Exploring Novel Biomarkers for Early Detection of Osteoporosis
Listed in
This article is not in any list yet, why not save it to one of your lists.Abstract
Purpose/Introduction
Osteoporosis is characterized by diminished BMD and deteriorated bone microstructure, significantly increasing fracture susceptibility. This study leverages machine learning for identifying key predictors of osteoporosis, potentially improving non-invasive screening tools.
Methods
We utilized the “Bone Mineral Density” dataset from Harvard University, categorizing variables into demographics, bone loss prevention treatments, and lifestyle/associated pathologies. A Boolean variable “OP” was defined to indicate presence of osteoporosis. Data preprocessing included imputation for missing values and normalization. Statistical analyses such as Welch’s T-test and multiple linear regression were conducted to identify significant markers. Additionally, unsupervised learning techniques, like Louvain clustering, were used to uncover natural data patterns, while supervised learning models aimed to predict osteoporosis.
Results
The study identified significant markers associated with osteoporosis, including magnesium levels, high- and low-density lipoproteins, chronic obstructive pulmonary disease, and chronic kidney disease. Multiple linear regression analysis revealed robust associations between osteoporosis and biomarkers such as ALT, BUN, CREA, LDL-C, and Mg, even after controlling for age, height, and weight.
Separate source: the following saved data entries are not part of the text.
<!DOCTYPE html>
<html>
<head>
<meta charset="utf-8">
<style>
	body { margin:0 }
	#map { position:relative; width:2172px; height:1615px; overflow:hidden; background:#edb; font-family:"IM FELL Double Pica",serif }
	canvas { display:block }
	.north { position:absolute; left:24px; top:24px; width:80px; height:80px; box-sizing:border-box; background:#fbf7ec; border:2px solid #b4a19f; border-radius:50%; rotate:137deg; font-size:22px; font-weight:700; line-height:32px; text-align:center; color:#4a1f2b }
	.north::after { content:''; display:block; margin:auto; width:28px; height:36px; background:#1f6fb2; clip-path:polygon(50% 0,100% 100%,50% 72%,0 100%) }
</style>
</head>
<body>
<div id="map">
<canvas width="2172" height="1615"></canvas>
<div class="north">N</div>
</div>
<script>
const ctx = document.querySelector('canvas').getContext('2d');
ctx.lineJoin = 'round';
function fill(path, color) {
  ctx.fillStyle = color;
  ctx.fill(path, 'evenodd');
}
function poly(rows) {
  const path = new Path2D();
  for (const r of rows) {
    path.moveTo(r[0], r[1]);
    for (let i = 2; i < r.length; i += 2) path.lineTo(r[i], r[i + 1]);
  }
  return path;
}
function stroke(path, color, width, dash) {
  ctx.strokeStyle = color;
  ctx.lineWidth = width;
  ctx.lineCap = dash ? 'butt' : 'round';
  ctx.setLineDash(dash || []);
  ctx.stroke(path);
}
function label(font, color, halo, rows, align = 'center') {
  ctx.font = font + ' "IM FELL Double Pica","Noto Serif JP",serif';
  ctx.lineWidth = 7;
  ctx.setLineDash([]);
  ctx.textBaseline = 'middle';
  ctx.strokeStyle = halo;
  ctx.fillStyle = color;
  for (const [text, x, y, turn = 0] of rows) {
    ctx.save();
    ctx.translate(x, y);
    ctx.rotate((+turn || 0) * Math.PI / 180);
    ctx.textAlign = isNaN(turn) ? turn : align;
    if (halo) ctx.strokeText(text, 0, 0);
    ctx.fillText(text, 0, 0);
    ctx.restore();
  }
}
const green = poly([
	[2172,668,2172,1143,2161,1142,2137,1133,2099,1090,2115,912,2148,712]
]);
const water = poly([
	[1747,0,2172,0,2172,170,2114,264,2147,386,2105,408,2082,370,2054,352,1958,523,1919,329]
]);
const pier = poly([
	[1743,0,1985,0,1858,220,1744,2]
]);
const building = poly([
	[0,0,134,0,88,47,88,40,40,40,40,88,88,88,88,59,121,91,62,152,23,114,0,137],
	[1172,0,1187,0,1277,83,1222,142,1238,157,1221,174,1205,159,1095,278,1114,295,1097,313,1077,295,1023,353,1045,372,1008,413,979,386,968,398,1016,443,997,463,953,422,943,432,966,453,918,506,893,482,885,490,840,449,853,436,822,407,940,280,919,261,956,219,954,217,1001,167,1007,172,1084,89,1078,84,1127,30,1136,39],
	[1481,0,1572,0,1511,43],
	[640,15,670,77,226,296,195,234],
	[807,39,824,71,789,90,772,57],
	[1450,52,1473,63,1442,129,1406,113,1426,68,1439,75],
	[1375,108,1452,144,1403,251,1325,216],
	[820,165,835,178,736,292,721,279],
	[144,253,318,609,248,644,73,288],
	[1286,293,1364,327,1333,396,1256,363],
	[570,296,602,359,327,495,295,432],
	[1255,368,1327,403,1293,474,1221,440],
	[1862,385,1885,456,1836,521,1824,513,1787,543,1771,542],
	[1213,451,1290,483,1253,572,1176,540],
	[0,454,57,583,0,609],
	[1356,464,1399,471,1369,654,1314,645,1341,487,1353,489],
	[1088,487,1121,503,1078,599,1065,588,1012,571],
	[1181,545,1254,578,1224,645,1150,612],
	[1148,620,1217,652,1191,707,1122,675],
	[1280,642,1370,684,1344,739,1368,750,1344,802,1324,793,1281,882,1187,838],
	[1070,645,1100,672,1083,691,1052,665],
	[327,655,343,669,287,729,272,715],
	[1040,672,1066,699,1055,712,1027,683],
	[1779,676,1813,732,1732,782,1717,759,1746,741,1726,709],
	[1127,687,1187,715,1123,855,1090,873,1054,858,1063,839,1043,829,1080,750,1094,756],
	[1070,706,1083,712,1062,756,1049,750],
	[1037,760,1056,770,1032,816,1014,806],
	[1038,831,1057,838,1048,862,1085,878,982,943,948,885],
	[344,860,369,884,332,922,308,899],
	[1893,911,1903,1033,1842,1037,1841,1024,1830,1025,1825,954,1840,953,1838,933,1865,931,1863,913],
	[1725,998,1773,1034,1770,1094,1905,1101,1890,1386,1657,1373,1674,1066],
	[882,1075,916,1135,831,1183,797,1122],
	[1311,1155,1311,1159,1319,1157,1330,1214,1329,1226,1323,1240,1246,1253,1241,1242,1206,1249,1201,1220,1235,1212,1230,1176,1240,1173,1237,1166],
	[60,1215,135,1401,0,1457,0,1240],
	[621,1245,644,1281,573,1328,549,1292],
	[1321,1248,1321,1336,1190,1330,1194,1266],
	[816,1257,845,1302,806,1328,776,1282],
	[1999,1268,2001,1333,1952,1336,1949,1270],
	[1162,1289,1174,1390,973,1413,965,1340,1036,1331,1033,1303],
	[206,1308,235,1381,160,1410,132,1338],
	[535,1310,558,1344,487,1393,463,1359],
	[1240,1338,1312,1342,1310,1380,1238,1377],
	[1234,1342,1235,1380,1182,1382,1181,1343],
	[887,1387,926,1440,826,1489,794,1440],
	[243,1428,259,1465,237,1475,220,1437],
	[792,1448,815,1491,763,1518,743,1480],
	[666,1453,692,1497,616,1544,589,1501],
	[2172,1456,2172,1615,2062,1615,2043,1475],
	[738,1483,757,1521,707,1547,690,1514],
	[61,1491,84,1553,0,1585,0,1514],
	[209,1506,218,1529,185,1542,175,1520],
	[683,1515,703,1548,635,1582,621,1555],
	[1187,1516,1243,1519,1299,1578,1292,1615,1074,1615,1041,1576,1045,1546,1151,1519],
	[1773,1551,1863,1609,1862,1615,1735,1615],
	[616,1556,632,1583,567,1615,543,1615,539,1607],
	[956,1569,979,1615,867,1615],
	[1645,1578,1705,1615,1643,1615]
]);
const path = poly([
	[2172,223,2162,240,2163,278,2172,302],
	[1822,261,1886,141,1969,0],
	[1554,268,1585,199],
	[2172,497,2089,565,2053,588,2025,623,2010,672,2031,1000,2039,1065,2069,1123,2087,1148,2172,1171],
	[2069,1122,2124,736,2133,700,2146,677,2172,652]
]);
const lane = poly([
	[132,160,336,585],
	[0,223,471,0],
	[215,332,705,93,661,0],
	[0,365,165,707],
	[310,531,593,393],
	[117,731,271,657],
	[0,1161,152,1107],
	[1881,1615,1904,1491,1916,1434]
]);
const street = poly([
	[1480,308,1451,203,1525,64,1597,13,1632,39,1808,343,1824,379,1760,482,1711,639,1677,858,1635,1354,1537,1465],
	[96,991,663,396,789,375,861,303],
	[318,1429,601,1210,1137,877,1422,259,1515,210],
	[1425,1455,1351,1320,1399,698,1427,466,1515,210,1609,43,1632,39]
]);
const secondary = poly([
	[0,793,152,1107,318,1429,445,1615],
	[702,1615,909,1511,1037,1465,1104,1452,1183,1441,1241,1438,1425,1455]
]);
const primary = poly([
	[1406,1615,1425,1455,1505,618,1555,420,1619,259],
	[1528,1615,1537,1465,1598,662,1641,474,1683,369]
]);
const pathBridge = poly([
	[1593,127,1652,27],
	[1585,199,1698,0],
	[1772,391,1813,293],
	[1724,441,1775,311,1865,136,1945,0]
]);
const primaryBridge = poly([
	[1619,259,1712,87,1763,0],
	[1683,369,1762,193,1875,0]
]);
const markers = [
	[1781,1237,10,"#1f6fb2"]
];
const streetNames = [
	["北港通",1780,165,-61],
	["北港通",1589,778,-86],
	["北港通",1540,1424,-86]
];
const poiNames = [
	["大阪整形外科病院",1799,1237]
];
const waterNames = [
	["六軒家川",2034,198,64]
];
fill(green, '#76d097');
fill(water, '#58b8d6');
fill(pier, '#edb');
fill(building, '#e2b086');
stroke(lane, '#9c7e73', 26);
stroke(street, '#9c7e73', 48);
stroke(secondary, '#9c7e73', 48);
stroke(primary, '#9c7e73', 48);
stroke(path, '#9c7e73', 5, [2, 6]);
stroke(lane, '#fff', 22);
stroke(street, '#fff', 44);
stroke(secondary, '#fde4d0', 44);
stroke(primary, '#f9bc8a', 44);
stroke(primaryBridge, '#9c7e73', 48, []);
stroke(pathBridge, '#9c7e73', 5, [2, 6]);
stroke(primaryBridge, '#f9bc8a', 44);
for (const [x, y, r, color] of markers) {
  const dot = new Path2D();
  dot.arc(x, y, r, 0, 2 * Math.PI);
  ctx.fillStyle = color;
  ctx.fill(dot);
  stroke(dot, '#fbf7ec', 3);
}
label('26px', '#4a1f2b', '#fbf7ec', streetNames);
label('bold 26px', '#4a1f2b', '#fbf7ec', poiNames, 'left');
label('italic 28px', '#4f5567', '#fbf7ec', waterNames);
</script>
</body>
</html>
Among supervised learning models, Random Forest and Gradient Boosting algorithms showed the highest accuracy in predicting osteoporosis, with Random Forest identified as the preferred model.
Conclusions
In our work, it was possible to identify the main biochemical parameters and clinical histories that are potential predictors of osteoporosis. The findings suggest that integrating machine learning techniques with clinical data can enhance early detection and intervention strategies, ultimately improving patient outcomes. Further refinement is recommended to validate these results across diverse populations and improve predictive models for broader application.